──────── Supplied material ────────
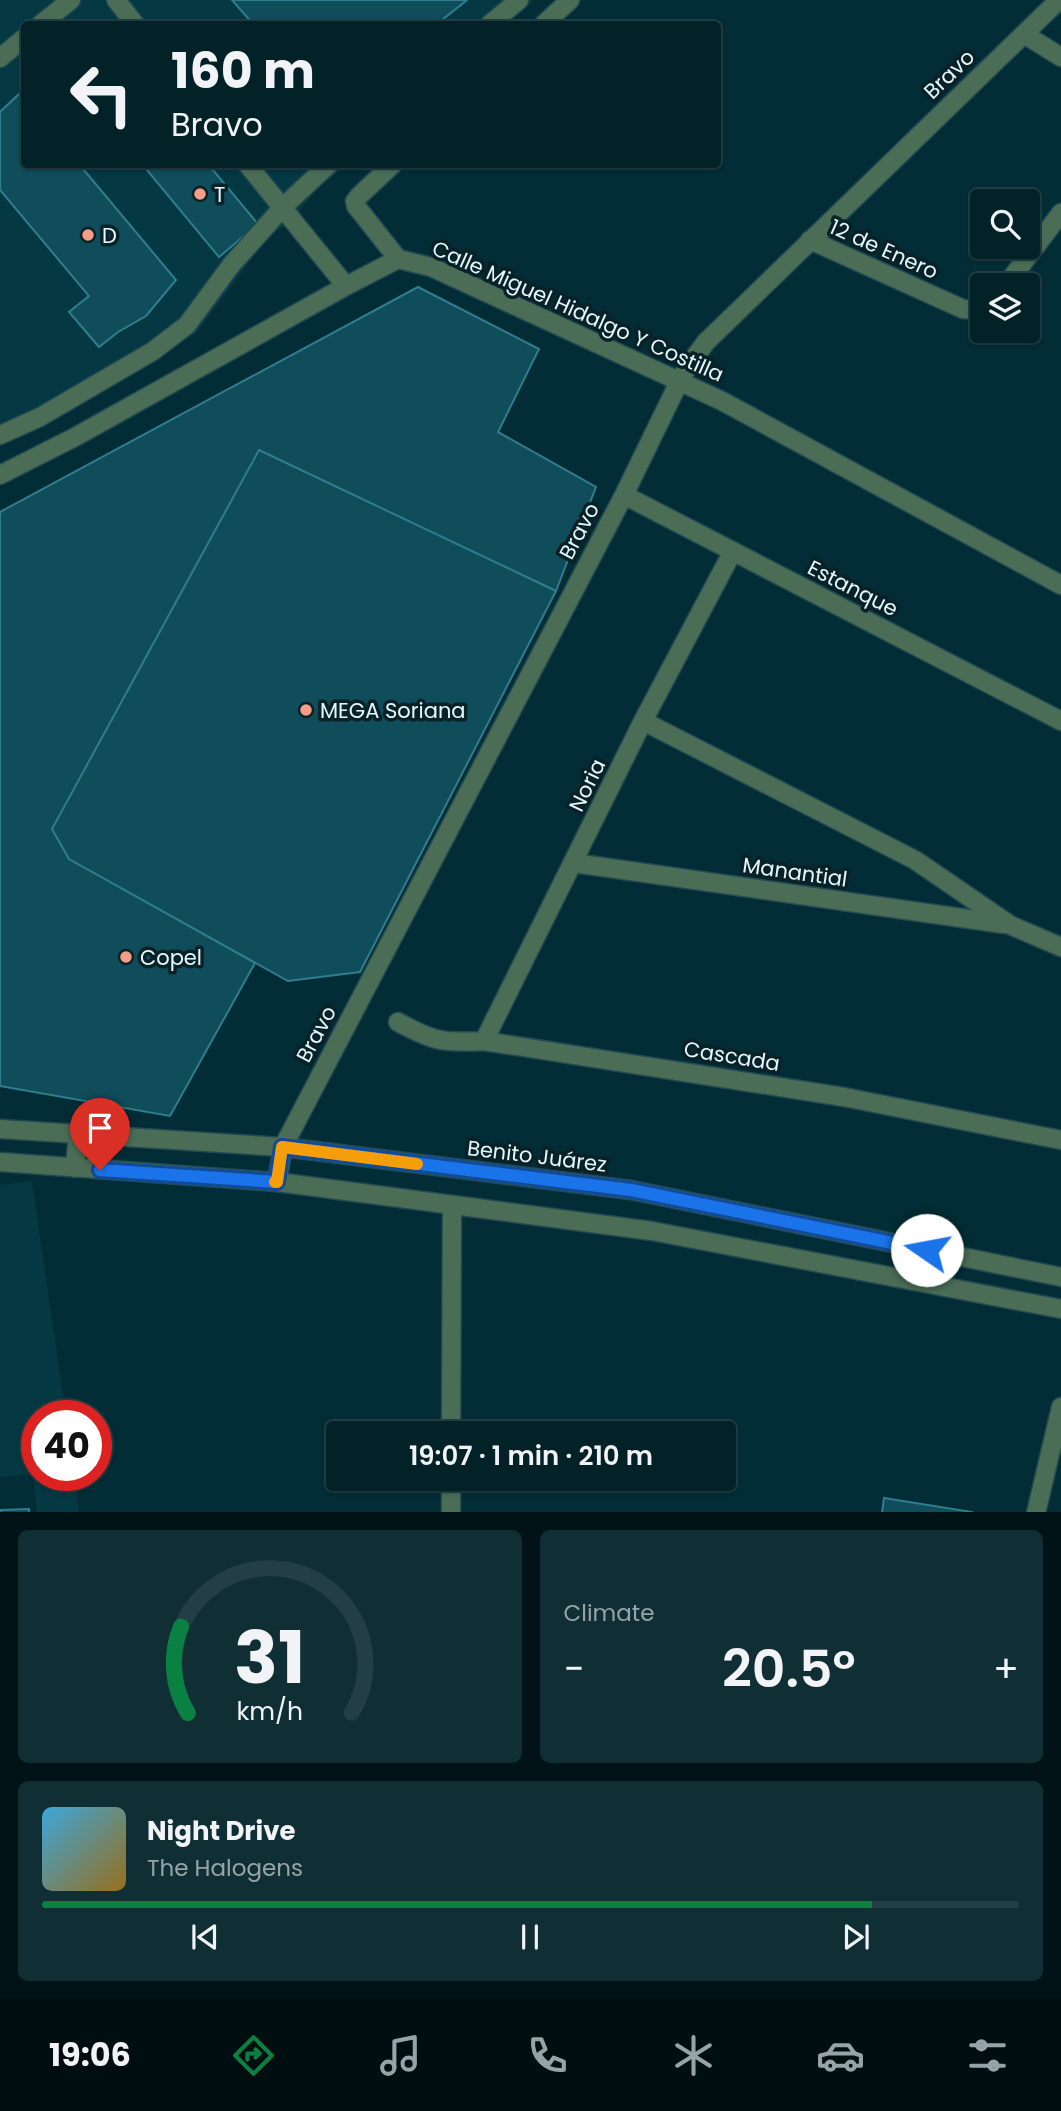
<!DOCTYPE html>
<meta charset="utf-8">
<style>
:root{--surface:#022228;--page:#102f34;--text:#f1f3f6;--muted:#96a4a8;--line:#233f45;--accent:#0b8043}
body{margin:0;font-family:Poppins,sans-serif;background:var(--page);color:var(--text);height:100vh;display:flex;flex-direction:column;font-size:26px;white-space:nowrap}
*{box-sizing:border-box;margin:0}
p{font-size:23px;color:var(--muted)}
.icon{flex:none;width:38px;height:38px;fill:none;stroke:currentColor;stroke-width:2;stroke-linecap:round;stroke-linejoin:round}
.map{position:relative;height:1512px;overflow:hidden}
.details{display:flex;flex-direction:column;gap:18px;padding:18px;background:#011316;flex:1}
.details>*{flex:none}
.hud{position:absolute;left:21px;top:21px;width:700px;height:147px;border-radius:7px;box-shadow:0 2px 5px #0004,0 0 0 2px var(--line);background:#022228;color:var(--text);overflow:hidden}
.controls{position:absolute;left:970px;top:189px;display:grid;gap:14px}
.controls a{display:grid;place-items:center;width:70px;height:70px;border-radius:7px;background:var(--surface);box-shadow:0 2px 5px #0004,0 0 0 2px var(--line);font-size:35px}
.speed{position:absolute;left:21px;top:1400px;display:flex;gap:14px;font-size:35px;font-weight:700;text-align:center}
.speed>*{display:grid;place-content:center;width:91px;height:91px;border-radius:50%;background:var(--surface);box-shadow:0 2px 5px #0004,0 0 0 2px var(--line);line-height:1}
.speed .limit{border:10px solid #d22;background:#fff;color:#111}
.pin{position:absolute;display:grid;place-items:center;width:60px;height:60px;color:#fff;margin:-72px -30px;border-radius:50% 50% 50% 0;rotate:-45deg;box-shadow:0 0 7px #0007}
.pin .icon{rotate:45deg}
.me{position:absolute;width:77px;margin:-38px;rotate:282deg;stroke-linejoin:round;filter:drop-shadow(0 0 5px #0008)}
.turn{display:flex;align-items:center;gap:24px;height:147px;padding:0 35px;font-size:32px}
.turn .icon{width:91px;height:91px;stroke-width:2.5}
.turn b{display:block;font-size:49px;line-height:60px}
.big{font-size:52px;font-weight:600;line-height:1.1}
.details .card{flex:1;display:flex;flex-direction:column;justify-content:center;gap:10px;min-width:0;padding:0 24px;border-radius:10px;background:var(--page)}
.details .dial{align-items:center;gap:0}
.dial svg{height:182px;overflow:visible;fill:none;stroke:var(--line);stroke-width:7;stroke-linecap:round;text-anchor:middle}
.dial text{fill:var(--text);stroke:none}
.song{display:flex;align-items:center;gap:21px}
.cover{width:84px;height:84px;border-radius:10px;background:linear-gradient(135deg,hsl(200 70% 55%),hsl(40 70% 35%))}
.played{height:7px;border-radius:4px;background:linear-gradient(90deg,var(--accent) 85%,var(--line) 85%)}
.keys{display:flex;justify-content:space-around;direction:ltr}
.heat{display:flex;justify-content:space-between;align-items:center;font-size:38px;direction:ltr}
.details .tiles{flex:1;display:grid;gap:18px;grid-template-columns:1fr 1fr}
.card:last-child{grid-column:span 2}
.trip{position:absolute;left:326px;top:1421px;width:410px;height:70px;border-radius:7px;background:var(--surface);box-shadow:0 2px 5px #0004,0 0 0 2px var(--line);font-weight:600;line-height:70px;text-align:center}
.tabs{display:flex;height:112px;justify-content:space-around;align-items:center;background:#010e10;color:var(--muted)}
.tabs .icon{width:49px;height:49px}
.tabs .active{color:var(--accent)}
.tabs b{font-size:32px;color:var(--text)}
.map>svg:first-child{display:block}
.built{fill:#043842}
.building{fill:#0f4d5a;stroke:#307d8e;stroke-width:2}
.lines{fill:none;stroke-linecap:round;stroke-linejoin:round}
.minor-casing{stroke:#224a52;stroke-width:21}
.minor{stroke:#4b6d56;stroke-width:18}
.route-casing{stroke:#114b97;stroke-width:18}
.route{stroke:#1a73e8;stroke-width:12}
.slow{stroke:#f59e0b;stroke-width:12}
.poi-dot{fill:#f49e88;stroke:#092127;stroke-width:2.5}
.labels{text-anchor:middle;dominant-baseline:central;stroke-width:7;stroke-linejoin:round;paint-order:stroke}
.street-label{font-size:21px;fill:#e3f9fe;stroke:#092127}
.poi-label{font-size:21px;fill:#e3f9fe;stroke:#092127;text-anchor:start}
</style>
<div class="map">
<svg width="1061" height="1513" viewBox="0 0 1061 1513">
<rect width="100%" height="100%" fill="#022d36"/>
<path class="built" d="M0,0H534L506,24H24V164L346,165L316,190L293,220L268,237L196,334L38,422L0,440Z
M32,1181L66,1416H37V1475H74L79,1512H37L33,1474L0,1477V1185Z"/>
<path class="building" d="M232,0H467L437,24H253Z
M19,94L24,100V164H79L176,280L146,316L118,332L99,347L69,312L89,296L0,190V112Z
M142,164H208L258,224L219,257Z
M418,287L539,349L498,432L596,487L556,591L259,450L52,829L69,859L255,963L170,1116L0,1086V512Z
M259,450L556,591L360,972L288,981L69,859L52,829Z
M884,1498L972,1512V1513H882Z
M29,1509V1513H0V1510Z"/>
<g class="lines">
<defs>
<path id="minor" d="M116,0L135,24
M41,24L71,0
M490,24L519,0
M544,24L570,0
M1024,34L1061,57
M0,58L24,38
M247,164L346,286
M393,164L359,196L355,201L356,206L398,259
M810,240L963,309L982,310
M1006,285L1061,213
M0,435L40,417L153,351L187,325L232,264L283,207L329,164
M0,475L75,437L346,286L398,259L431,267L722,401L1061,585
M624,495L1061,721
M643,721L915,860L1010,925L1061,947
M574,863L1004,924
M398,1022C434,1042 444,1043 484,1041L844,1097L1061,1140
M484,1041L643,721L733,551
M0,1129L283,1147L631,1190L1061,1277
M0,1162L277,1182L652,1231L1061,1309
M75,1168L78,1133
M277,1182L283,1147L624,495L680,380L691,362L706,342L1059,0
M451,1433L452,1206
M451,1513V1479
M1036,1513L1061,1407"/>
</defs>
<use href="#minor" class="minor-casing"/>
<use href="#minor" class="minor"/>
</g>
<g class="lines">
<defs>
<path id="route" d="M100,1170L277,1182L282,1147L631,1190L927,1250"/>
</defs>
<use href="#route" class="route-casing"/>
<use href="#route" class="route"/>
<path class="slow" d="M275,1182H277L282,1147L417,1164"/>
</g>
<g class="poi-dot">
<circle cx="200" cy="194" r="7"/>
<circle cx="88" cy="235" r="7"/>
<circle cx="306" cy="710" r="7"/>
<circle cx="126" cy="957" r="7"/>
</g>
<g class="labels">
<g class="street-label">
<text transform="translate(949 74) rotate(-44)">Bravo</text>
<text transform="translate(884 249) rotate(24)">12 de Enero</text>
<text transform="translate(578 311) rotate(24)">Calle Miguel Hidalgo Y Costilla</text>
<text transform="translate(579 531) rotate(-62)">Bravo</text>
<text transform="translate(853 588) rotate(27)">Estanque</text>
<text transform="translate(587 785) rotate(-64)">Noria</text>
<text transform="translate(795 872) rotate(8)">Manantial</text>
<text transform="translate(316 1034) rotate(-62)">Bravo</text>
<text transform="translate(732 1056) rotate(9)">Cascada</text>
<text transform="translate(537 1156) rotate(7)">Benito Juárez</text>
</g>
<g class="poi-label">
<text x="214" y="194">T</text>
<text x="102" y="235">D</text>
<text x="320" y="710">MEGA Soriana</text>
<text x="140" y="957">Copel</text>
</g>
</g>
</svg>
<div class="controls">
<a><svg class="icon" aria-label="search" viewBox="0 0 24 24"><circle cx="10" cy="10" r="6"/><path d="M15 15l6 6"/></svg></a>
<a><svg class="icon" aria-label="layers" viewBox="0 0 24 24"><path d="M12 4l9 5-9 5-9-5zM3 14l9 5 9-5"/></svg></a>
</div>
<div class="speed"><div class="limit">40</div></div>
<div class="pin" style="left:100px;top:1170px;background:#d93025"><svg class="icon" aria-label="arrive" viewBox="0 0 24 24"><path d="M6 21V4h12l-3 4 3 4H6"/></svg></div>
<svg class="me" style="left:927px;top:1250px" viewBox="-20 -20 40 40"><circle r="19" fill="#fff"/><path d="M0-13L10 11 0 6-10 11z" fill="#1a73e8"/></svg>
<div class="trip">19:07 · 1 min · 210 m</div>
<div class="hud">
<div class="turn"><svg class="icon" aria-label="left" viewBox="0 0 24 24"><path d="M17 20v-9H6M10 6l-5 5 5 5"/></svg><div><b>160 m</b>Bravo</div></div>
</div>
</div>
<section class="details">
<div class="tiles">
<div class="card dial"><svg viewBox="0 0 100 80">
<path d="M14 69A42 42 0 1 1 86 69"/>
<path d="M14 69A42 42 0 0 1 11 31" stroke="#0b8043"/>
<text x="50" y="56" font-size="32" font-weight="700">31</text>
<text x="50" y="72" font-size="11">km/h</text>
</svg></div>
<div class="card"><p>Climate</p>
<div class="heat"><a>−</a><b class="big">20.5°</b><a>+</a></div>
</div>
<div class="card">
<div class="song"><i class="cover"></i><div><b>Night Drive</b><p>The Halogens</p></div></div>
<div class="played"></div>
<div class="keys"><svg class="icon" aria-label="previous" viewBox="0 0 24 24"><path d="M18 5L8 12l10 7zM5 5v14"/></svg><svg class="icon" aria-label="pause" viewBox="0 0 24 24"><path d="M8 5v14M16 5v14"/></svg><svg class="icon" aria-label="next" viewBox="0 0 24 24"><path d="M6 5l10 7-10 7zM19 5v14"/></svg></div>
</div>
</div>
</section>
<nav class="tabs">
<b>19:06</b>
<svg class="icon active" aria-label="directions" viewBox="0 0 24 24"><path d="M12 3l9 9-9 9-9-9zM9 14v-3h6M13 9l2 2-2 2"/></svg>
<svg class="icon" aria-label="music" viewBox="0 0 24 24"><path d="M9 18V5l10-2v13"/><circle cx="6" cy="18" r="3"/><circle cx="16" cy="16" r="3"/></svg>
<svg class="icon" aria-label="phone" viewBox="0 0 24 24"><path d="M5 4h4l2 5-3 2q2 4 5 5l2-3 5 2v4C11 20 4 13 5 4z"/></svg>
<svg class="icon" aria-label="climate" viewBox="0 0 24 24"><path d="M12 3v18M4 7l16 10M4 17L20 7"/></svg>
<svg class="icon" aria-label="car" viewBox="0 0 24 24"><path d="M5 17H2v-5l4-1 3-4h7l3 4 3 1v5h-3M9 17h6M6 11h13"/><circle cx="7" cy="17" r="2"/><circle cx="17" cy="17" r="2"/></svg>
<svg class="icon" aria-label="filters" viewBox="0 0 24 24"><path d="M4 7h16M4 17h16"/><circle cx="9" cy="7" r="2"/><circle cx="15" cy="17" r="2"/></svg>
</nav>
────────
- Task description -
From the entries, copy every line in which the word "played" occurs.

- Response -
.played{height:7px;border-radius:4px;background:linear-gradient(90deg,var(--accent) 85%,var(--line) 85%)}
<div class="played"></div>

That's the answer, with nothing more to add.